- Kirkesnesmoen Chapel
- 69°00′19″N 18°53′36″E﻿ / ﻿69.005266°N 18.89339°E
- Location: Målselv Municipality, Troms
- Country: Norway
- Denomination: Church of Norway
- Churchmanship: Evangelical Lutheran

History
- Status: Parish church
- Founded: 1975
- Consecrated: 1975

Architecture
- Functional status: Active
- Architect: Nils Gang
- Architectural type: Long church
- Completed: 1975 (51 years ago)

Specifications
- Capacity: 220
- Materials: Wood

Administration
- Diocese: Nord-Hålogaland
- Deanery: Senja prosti
- Parish: Øverbygd
- Type: Church
- Status: Not protected
- ID: 84780

= Kirkesnesmoen Chapel =

Kirkesnesmoen Chapel (Kirkesnesmoen kapell) is a parish church of the Church of Norway in Målselv Municipality in Troms county, Norway.
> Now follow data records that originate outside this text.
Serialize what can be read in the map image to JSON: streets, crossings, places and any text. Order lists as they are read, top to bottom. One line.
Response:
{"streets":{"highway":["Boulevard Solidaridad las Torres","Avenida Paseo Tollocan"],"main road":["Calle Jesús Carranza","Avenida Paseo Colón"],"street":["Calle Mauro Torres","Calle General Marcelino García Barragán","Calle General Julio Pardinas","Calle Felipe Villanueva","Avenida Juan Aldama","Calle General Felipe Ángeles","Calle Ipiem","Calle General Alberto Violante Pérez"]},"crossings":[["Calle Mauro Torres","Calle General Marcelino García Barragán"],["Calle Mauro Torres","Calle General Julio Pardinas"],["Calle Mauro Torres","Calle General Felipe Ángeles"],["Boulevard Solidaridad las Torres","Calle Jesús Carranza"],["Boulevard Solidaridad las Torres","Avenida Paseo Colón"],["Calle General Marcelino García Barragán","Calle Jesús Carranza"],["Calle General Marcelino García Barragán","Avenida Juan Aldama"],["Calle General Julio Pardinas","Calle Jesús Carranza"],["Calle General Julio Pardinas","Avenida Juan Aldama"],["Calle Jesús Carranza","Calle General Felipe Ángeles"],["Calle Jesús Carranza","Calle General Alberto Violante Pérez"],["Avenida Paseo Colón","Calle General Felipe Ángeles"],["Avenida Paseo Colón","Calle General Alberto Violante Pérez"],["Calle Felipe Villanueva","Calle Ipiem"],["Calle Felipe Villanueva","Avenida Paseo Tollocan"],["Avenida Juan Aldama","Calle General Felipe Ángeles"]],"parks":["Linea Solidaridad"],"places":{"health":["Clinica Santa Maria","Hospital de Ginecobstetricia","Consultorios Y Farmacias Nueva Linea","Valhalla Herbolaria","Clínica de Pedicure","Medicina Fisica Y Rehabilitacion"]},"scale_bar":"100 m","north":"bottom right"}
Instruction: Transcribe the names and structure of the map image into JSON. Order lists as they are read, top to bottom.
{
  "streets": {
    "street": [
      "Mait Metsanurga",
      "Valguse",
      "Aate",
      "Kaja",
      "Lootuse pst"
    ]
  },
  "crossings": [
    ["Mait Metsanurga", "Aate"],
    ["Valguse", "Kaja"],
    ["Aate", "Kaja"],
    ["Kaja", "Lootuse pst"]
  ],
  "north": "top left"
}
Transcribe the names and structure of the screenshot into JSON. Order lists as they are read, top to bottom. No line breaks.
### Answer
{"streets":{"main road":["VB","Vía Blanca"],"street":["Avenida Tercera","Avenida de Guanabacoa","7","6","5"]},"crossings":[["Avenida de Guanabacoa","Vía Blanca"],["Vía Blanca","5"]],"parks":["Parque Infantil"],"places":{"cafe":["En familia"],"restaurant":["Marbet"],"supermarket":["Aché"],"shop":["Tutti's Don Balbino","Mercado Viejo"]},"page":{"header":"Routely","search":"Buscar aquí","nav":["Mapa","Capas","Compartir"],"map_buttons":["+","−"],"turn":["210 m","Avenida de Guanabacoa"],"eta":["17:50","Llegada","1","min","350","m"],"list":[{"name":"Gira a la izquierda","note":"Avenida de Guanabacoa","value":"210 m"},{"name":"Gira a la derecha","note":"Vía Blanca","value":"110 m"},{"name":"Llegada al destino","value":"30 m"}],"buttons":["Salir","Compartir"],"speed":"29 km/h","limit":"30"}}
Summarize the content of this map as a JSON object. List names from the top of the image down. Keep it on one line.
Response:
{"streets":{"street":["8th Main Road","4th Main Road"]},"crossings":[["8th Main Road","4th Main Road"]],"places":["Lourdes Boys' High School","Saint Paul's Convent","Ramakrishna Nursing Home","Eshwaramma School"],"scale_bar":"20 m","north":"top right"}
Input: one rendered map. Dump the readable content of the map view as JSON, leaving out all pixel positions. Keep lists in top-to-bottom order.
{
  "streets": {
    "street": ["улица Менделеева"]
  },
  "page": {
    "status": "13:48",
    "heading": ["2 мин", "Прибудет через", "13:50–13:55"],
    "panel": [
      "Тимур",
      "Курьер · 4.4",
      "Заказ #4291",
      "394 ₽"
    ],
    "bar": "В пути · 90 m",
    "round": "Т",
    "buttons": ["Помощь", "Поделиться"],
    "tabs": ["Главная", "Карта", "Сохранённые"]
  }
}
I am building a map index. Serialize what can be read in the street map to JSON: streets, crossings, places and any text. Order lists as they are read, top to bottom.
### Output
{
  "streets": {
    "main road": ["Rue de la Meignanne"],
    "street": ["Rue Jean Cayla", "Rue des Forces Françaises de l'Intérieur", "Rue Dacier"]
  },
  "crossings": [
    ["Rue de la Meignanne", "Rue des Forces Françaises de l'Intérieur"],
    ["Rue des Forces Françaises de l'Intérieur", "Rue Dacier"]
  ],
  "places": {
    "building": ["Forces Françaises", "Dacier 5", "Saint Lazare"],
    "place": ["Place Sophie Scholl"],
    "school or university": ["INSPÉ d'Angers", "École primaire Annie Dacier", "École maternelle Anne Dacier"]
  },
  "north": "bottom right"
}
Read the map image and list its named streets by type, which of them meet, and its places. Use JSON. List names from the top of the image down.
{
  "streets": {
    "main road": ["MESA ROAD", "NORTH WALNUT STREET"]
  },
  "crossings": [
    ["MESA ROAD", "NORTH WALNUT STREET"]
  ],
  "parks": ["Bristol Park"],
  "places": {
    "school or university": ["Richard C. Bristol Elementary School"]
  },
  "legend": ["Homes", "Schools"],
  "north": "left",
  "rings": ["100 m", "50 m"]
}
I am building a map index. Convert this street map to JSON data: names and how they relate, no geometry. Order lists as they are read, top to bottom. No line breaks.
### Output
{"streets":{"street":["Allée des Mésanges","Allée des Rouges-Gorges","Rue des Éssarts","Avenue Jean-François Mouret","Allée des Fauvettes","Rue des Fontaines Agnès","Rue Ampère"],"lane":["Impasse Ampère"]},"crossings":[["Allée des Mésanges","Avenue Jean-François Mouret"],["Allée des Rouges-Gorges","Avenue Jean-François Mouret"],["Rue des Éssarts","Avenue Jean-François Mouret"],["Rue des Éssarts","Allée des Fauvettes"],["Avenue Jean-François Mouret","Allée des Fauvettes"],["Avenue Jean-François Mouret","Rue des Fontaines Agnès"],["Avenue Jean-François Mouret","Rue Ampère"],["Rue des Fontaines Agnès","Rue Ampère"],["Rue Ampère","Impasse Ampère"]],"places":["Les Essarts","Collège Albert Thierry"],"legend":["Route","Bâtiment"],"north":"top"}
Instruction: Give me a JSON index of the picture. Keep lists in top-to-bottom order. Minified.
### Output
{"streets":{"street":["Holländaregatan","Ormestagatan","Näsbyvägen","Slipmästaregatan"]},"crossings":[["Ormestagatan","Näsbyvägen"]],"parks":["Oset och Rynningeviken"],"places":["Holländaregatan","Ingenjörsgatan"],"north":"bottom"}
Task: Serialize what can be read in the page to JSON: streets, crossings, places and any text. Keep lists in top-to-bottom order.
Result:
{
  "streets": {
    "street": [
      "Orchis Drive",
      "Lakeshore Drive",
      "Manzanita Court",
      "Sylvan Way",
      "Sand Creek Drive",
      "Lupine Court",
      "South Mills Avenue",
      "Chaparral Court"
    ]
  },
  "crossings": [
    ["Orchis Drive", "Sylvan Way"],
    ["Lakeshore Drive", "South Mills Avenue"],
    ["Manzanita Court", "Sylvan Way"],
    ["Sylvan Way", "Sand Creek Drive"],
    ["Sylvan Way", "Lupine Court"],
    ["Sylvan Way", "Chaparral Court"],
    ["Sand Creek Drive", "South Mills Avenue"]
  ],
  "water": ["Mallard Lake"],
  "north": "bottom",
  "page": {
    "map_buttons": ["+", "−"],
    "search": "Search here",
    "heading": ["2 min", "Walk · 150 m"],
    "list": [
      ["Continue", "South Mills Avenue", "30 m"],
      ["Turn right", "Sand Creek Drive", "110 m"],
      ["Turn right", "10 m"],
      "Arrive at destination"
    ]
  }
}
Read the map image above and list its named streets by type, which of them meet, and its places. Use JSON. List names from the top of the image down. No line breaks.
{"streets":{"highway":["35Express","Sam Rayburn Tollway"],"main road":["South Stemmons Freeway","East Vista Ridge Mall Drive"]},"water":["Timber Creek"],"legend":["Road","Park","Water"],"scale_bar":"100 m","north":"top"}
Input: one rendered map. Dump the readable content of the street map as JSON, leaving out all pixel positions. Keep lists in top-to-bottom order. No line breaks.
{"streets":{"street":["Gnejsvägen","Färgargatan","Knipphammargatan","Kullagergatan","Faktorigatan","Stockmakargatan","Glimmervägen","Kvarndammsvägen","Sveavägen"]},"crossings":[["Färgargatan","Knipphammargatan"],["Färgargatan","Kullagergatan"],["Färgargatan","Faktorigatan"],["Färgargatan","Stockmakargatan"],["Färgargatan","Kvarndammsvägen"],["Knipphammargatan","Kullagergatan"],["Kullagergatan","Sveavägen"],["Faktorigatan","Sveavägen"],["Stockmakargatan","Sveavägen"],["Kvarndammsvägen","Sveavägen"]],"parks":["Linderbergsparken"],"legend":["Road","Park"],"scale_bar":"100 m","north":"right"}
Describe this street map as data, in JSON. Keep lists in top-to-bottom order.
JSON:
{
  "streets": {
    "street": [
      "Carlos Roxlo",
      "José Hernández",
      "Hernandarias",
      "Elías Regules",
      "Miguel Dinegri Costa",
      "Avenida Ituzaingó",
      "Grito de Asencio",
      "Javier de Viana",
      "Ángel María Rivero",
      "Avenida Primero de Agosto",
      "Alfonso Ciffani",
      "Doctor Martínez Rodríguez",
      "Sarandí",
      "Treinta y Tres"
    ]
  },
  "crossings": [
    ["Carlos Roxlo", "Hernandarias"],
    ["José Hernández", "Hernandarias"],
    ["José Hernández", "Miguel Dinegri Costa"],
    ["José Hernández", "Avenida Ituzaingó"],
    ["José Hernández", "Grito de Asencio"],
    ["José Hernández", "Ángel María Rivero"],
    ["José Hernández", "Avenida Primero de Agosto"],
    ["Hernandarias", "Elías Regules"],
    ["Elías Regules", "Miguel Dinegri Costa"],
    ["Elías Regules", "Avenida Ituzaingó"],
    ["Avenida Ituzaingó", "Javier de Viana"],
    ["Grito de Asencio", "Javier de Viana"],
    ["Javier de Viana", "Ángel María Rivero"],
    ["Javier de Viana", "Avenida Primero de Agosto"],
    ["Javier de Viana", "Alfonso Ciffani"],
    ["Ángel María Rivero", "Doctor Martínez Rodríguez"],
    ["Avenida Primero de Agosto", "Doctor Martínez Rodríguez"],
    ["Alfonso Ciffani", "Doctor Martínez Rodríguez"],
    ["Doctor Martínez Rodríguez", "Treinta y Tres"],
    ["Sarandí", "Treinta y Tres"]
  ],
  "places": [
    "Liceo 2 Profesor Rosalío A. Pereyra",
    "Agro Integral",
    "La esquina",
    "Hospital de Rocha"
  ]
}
It is located along the Målselva river about halfway between the villages of Bardufoss and Skjold. It is an annex church for the Øverbygd parish which is part of the Senja prosti (deanery) in the Diocese of Nord-Hålogaland. The white, wooden church was built in a long church style in 1975 by the architect Nils Gang at the architecture firm Harry Gangvik A/S. The church seats about 220 people.